## YOUR ASSIGNMENT
Filter the records below for the word "Peak". Copy each line that holds it.
(Beginning of DATA EXCERPTS)
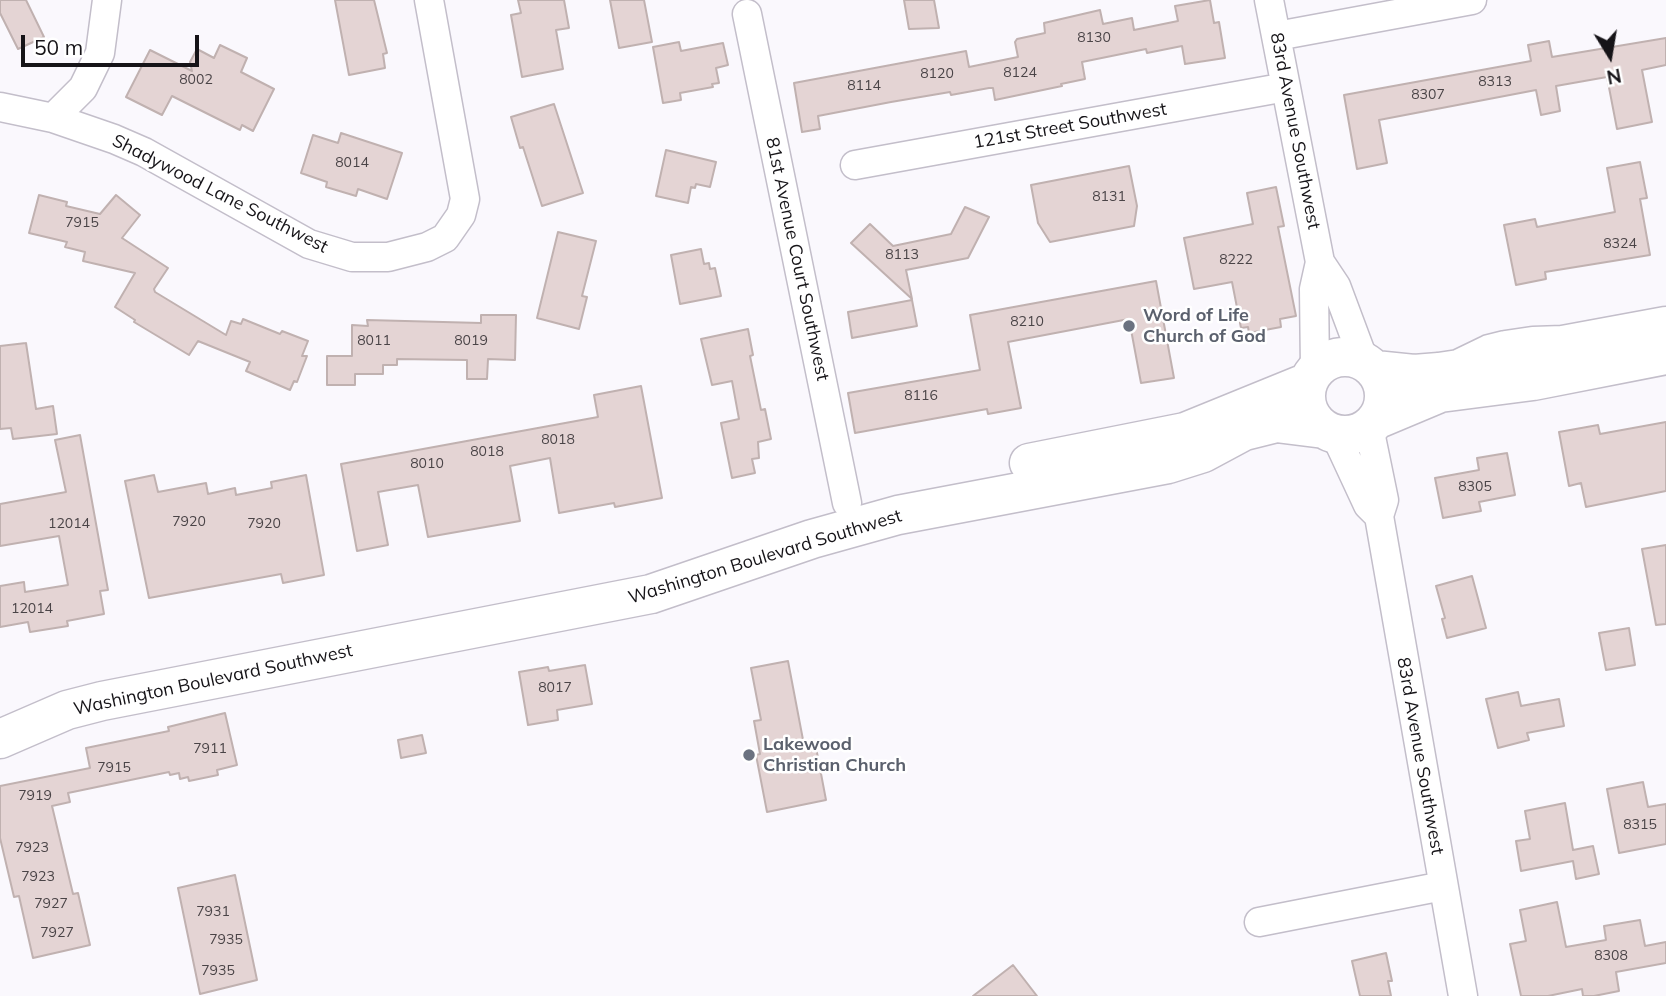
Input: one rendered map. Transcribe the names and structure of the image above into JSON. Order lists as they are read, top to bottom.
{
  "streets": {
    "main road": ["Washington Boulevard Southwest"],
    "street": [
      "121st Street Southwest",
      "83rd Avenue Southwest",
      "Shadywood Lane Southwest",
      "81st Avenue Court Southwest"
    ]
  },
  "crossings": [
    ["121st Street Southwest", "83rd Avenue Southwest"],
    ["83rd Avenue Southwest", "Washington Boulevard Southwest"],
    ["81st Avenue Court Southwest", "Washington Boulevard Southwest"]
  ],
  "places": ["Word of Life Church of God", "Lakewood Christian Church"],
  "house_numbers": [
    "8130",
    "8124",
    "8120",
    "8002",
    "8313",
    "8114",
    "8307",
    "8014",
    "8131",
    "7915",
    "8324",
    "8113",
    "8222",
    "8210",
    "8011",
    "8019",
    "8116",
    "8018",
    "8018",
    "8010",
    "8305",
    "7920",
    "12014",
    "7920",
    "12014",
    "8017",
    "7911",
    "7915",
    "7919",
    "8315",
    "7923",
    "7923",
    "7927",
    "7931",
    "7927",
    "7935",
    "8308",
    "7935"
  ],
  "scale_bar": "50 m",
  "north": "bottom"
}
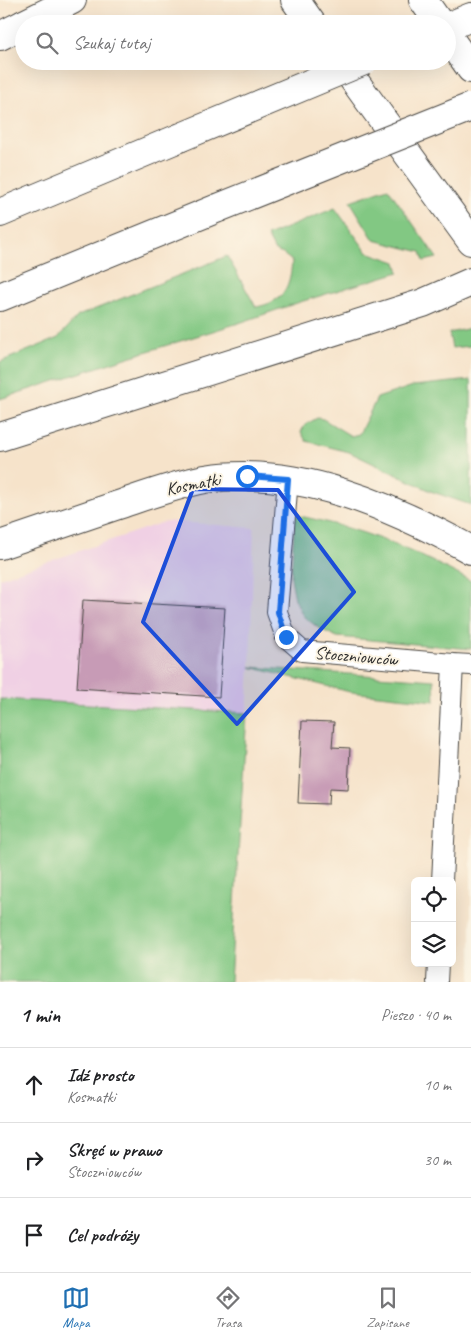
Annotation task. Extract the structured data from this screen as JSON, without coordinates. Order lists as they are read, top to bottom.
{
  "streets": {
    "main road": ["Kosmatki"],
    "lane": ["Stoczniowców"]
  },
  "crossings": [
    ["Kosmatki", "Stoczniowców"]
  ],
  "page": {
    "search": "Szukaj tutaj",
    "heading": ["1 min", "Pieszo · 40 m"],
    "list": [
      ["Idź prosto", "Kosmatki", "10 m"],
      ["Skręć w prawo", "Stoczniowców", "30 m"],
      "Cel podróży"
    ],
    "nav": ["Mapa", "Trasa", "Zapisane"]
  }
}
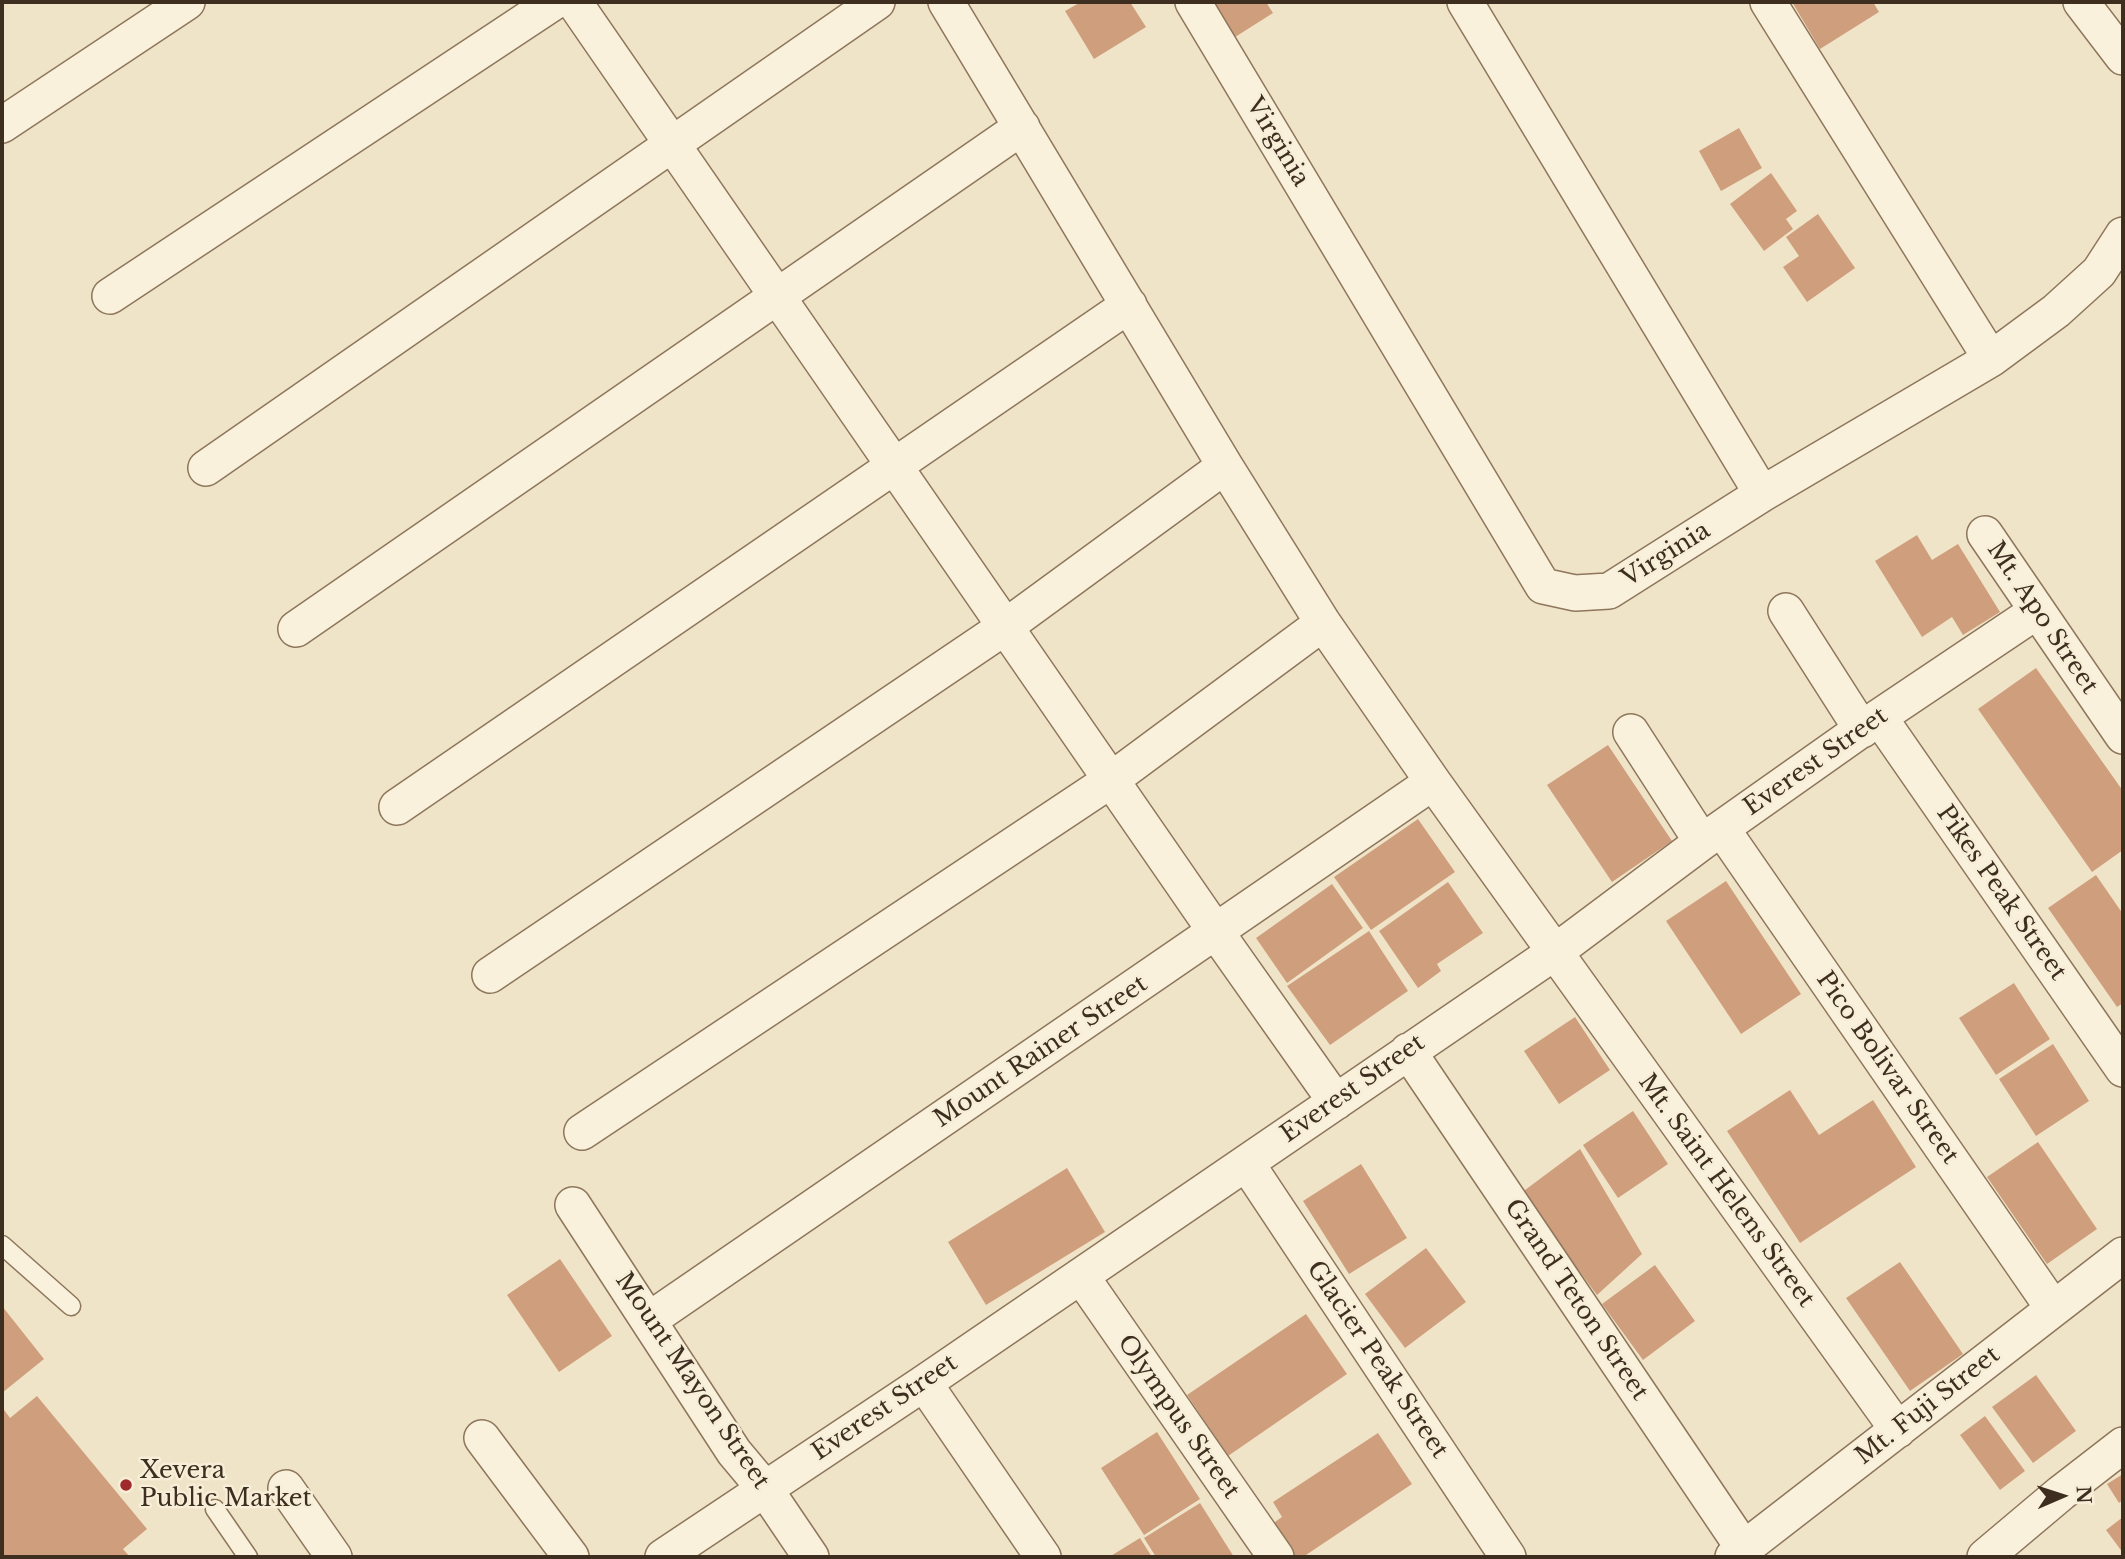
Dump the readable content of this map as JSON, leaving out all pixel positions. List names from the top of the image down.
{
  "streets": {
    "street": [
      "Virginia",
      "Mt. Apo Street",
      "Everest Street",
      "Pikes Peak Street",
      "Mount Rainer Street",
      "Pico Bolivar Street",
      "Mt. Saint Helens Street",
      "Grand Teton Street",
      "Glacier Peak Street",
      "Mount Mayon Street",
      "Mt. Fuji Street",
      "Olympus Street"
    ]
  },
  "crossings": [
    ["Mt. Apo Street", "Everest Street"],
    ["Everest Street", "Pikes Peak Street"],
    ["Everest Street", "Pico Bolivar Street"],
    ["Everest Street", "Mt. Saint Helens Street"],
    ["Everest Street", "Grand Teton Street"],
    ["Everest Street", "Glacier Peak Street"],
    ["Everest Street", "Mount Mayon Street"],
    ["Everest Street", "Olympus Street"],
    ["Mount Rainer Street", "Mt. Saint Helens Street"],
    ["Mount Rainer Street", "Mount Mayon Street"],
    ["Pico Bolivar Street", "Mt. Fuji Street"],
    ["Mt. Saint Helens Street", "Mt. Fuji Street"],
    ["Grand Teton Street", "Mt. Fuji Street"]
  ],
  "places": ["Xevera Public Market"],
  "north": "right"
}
(End of DATA EXCERPTS)
## TASK ANSWER
      "Pikes Peak Street",
      "Glacier Peak Street",
    ["Everest Street", "Pikes Peak Street"],
    ["Everest Street", "Glacier Peak Street"],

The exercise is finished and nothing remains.